14-4 ~ 衝動 ~



 ──酷過ぎるだろう、それは。


 正妻ウィーフェの自然妊娠率は5%以下という情報を目の当たりにした……正確にはBQCO脳内量子通信器官によって頭の中に放り込まれたそのデータを前に、俺は内心でそう呟くことしか出来なかった。

 何が酷いって、これでも正妻ウィーフェ方なのだ。

 何しろ、人工妊娠とは言え、精子の優先順位は当然のように第一位……むしろ配分を決める側であって望めばいつでも妊娠は可能であり、しかも他の女性が望んで叶わない男性と対面で会話することさえ容易に実現できる立場にいる。
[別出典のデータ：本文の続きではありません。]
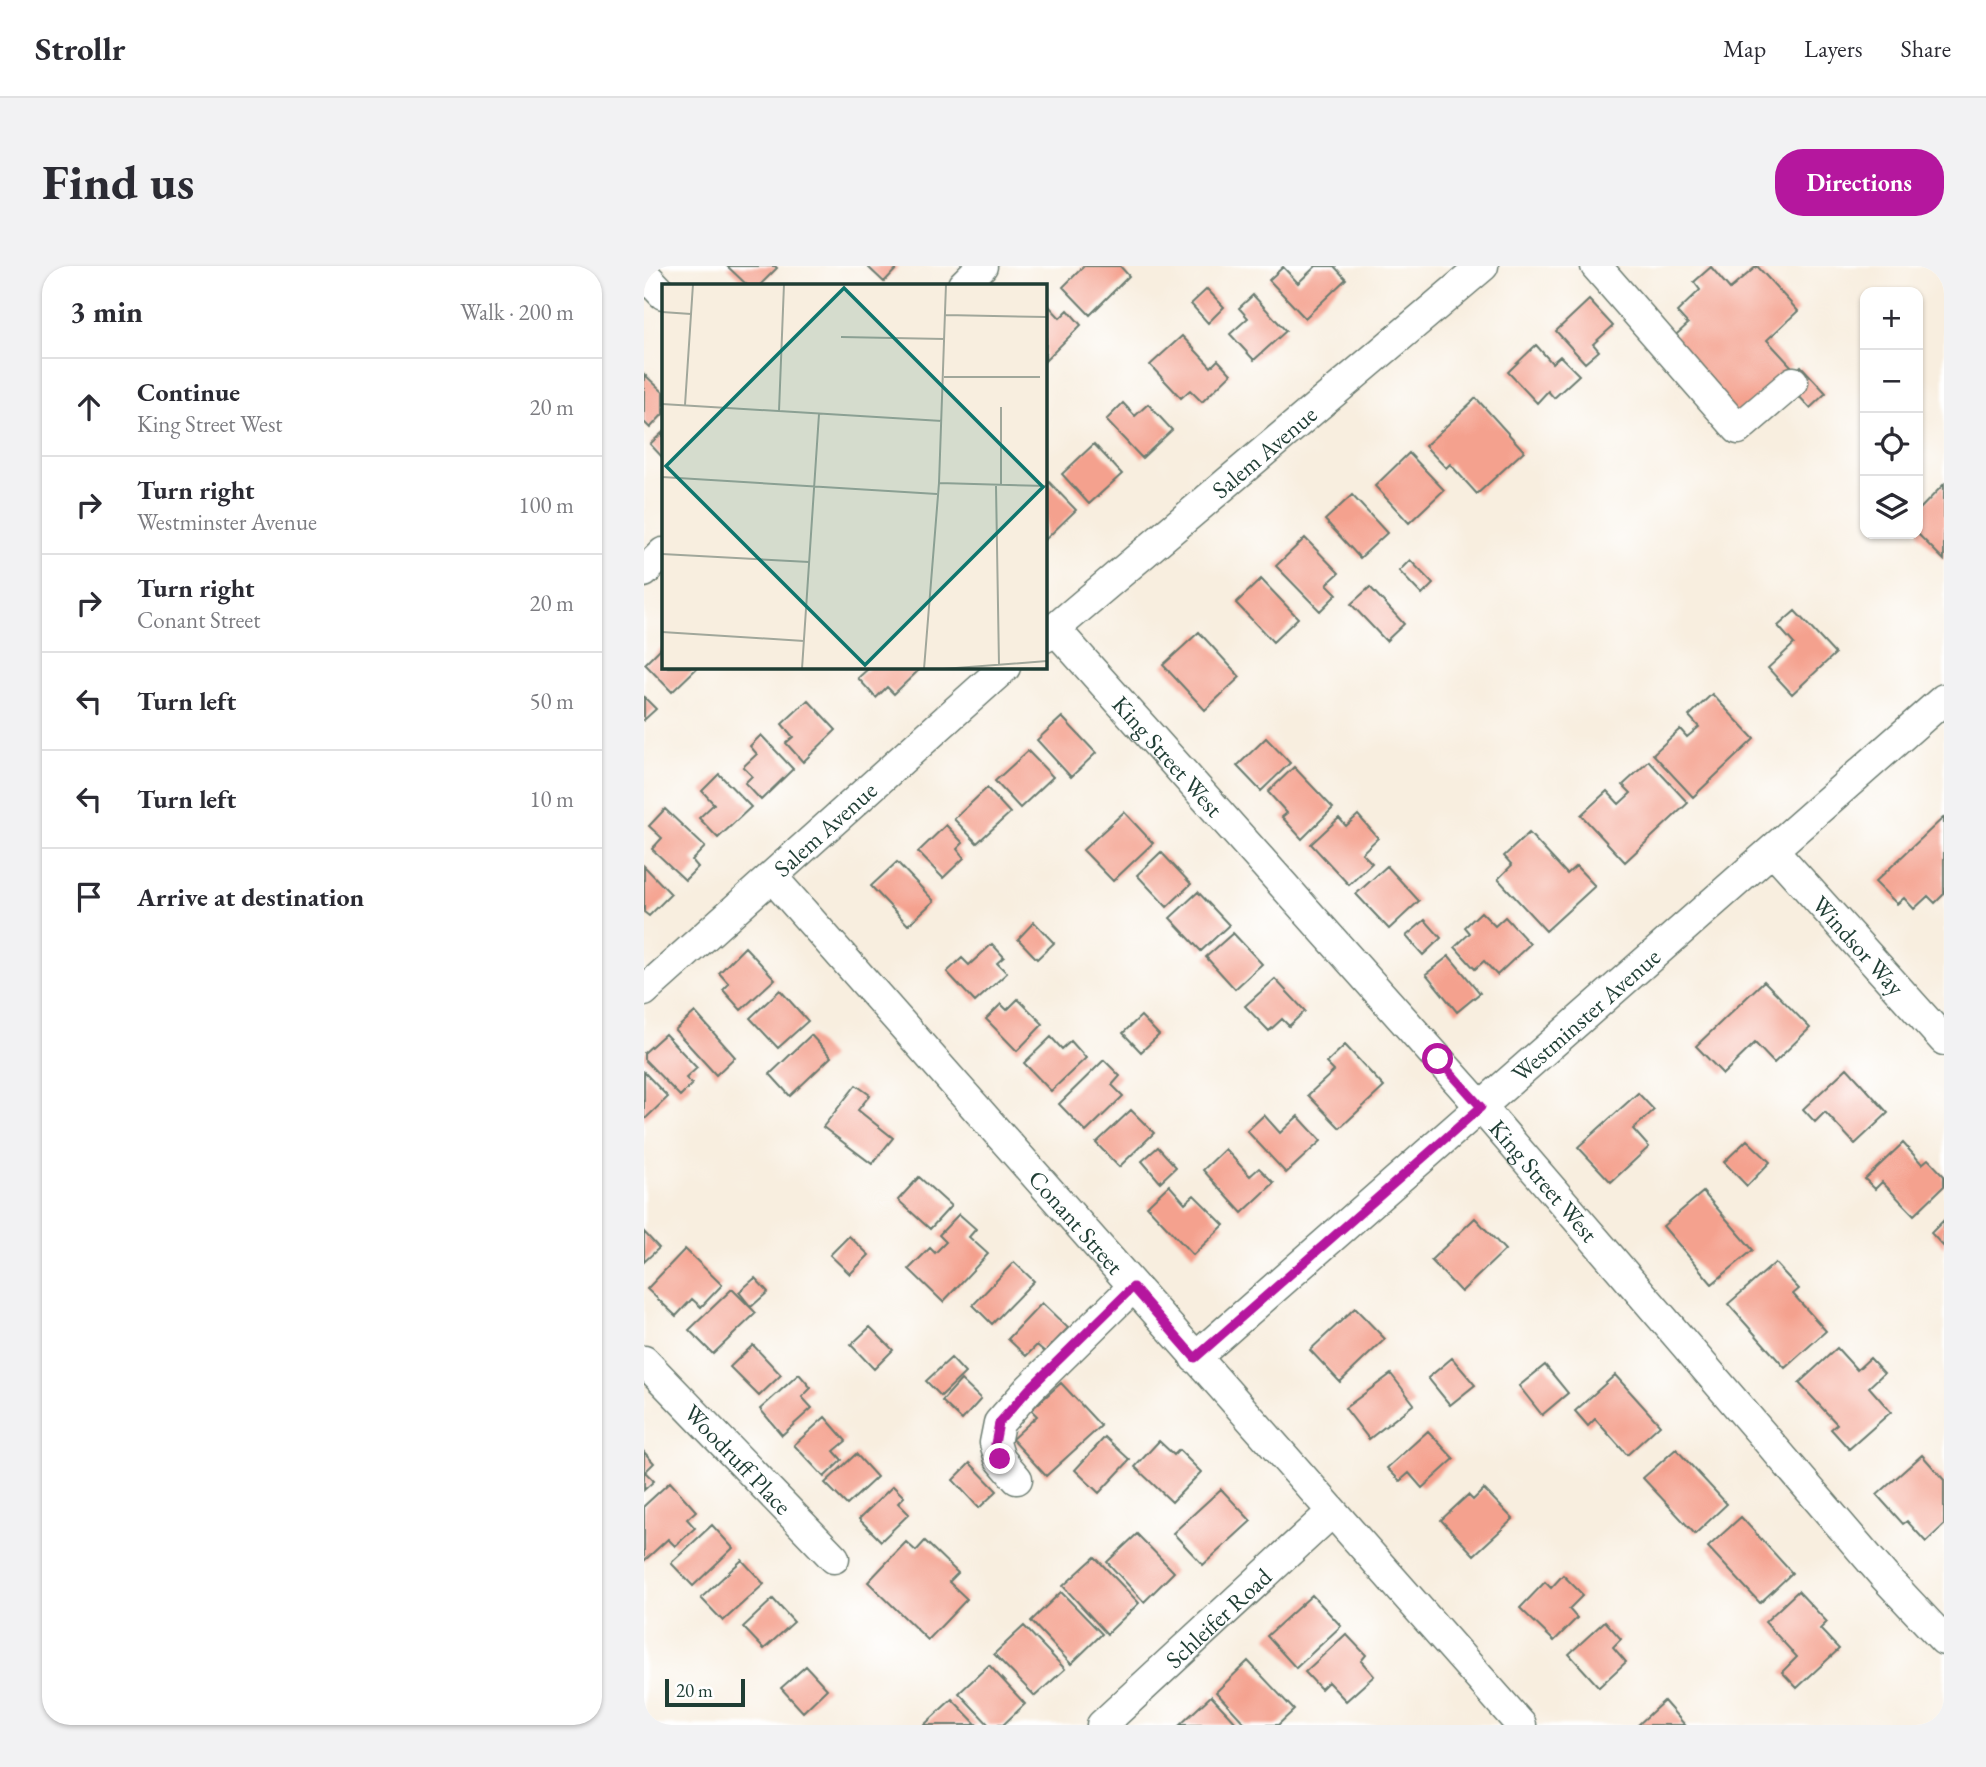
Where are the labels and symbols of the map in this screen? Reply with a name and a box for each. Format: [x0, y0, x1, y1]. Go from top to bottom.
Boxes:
inset map [662, 284, 1046, 668]
street label: Salem Avenue [1205, 398, 1323, 505]
street label: King Street West [1106, 689, 1231, 823]
street label: Salem Avenue [767, 774, 883, 883]
street label: Windsor Way [1806, 889, 1912, 1002]
street label: Westminster Avenue [1505, 941, 1666, 1088]
route start [1422, 1043, 1453, 1074]
street label: King Street West [1483, 1113, 1606, 1248]
street label: Conant Street [1022, 1163, 1131, 1281]
street label: Woodruff Place [678, 1397, 799, 1521]
route end [984, 1443, 1015, 1474]
street label: Schleifer Road [1158, 1560, 1278, 1675]
scale bar [665, 1676, 746, 1708]

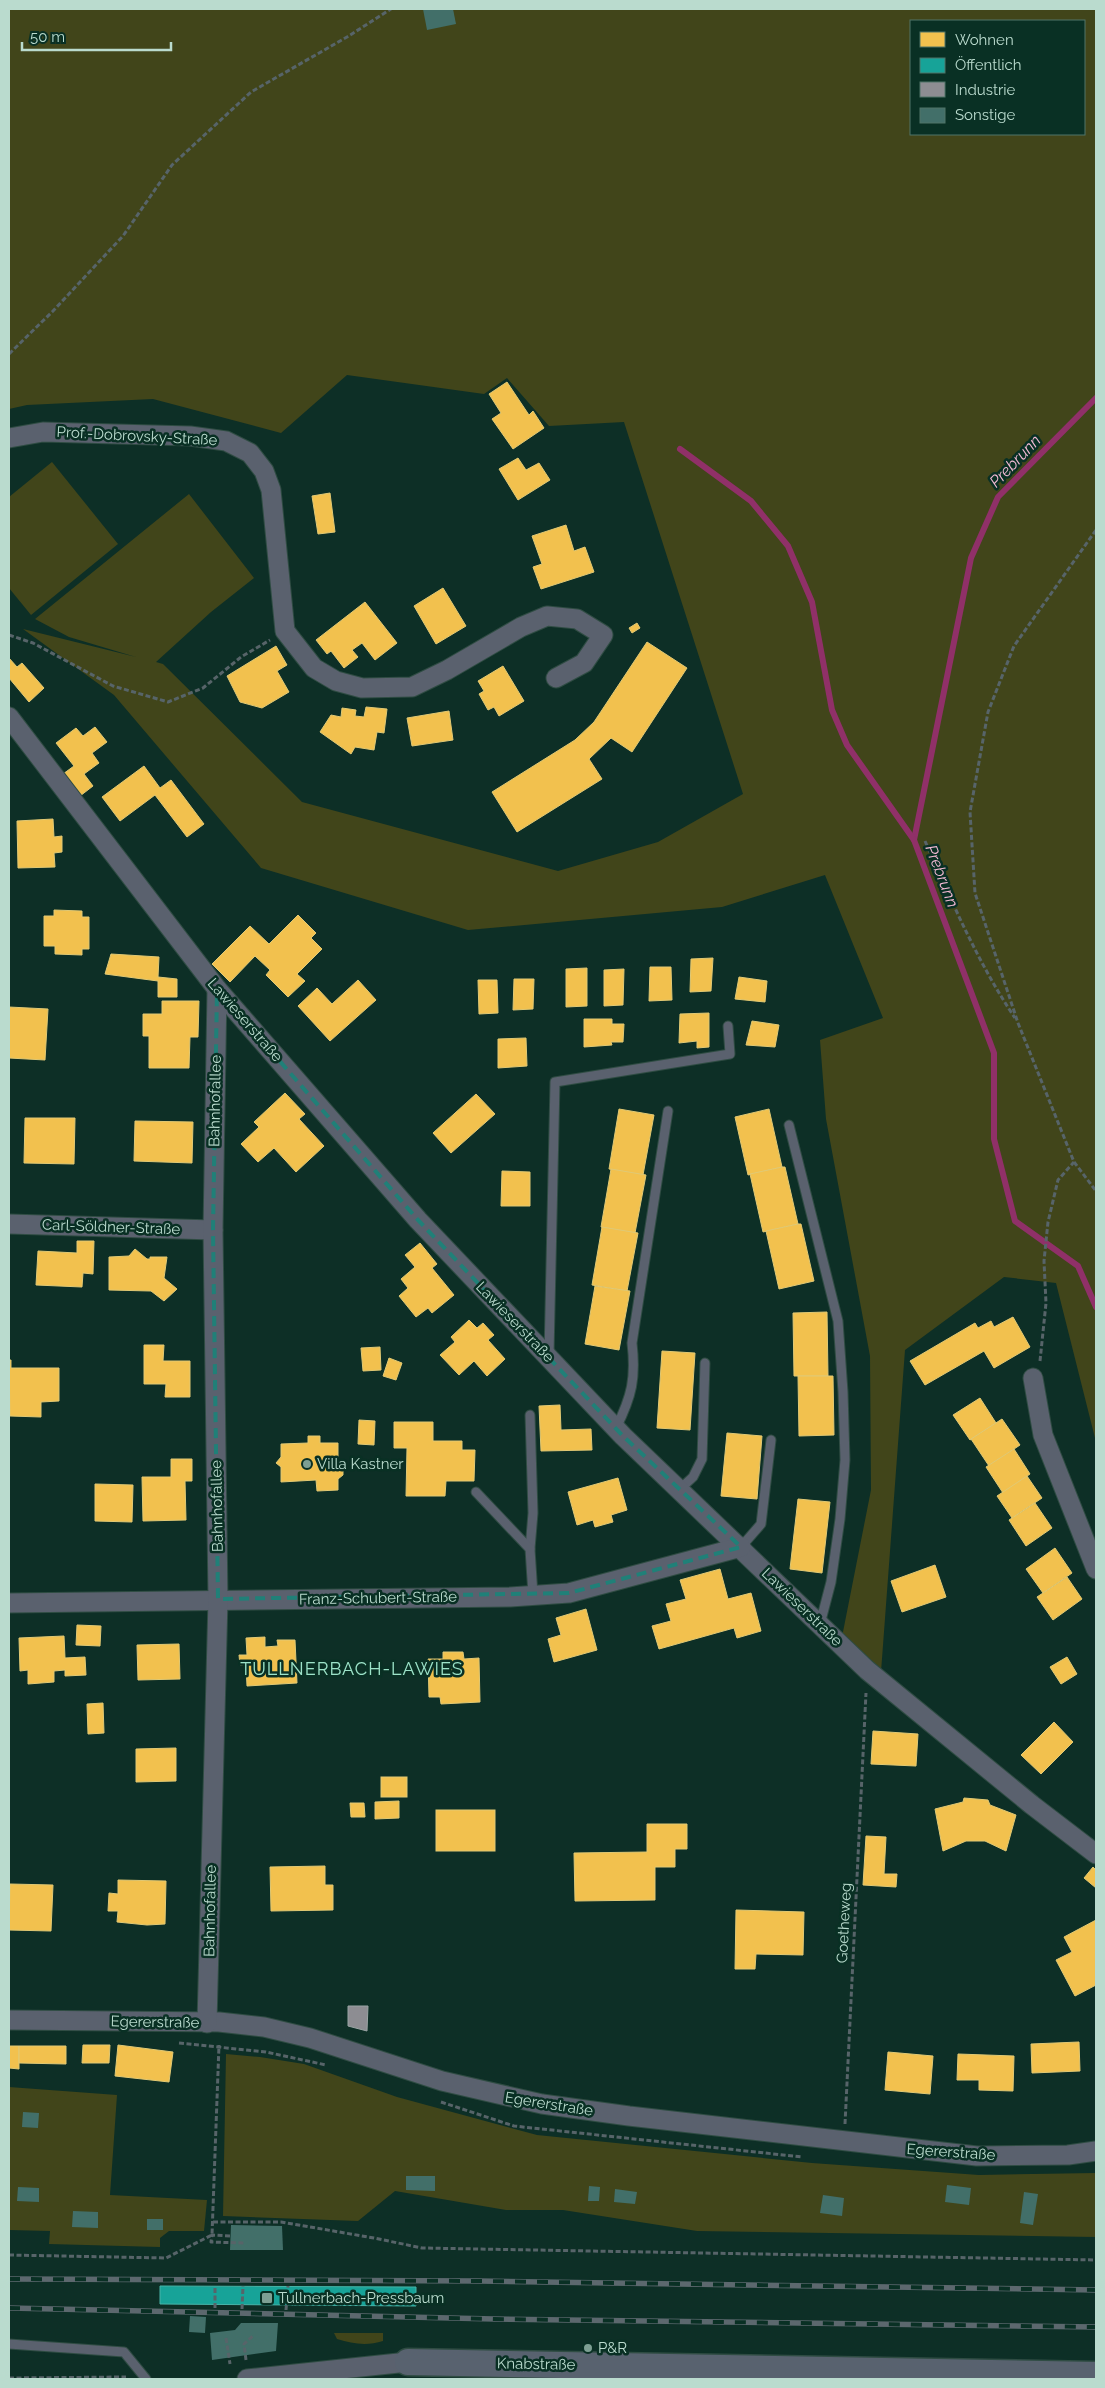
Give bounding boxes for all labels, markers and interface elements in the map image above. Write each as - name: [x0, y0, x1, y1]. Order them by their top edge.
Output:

 むしろ、男性によって選ばれる恋人ラーヴェという立場が著しく特殊な……どうやら女性の能力や地位階級とはかけ離れている、男性のカウンセリング担当とか、精子の作成補助要員とか、そういう特別な役割のようだったが。

 そういう訳で、正妻ウィーフェという立場にいる筈のリリス嬢は、都市開発のパートナーではあるものの、自らが性愛の対象になれるとは思っていなかったらしい。


「ああああ、どうしたらどうしたらどうしたらどうしたら……

 わたしは、よしゅうもまだだったのに、こんなことになるんだったらもっとはやく、でもそんなじかんなんてどこにも……」


 正妻ウィーフェなんてやっているんだから、当然のように『それなりの期待』はあっただろうけれど、近日中に俺とどうのこうのするとは思っておらず……だからこそ、慌てふためいた挙句に彼女がその口から垂れ流している言葉通り、彼女は他の女性が行うらしきVRすらまだ未履修のようだった。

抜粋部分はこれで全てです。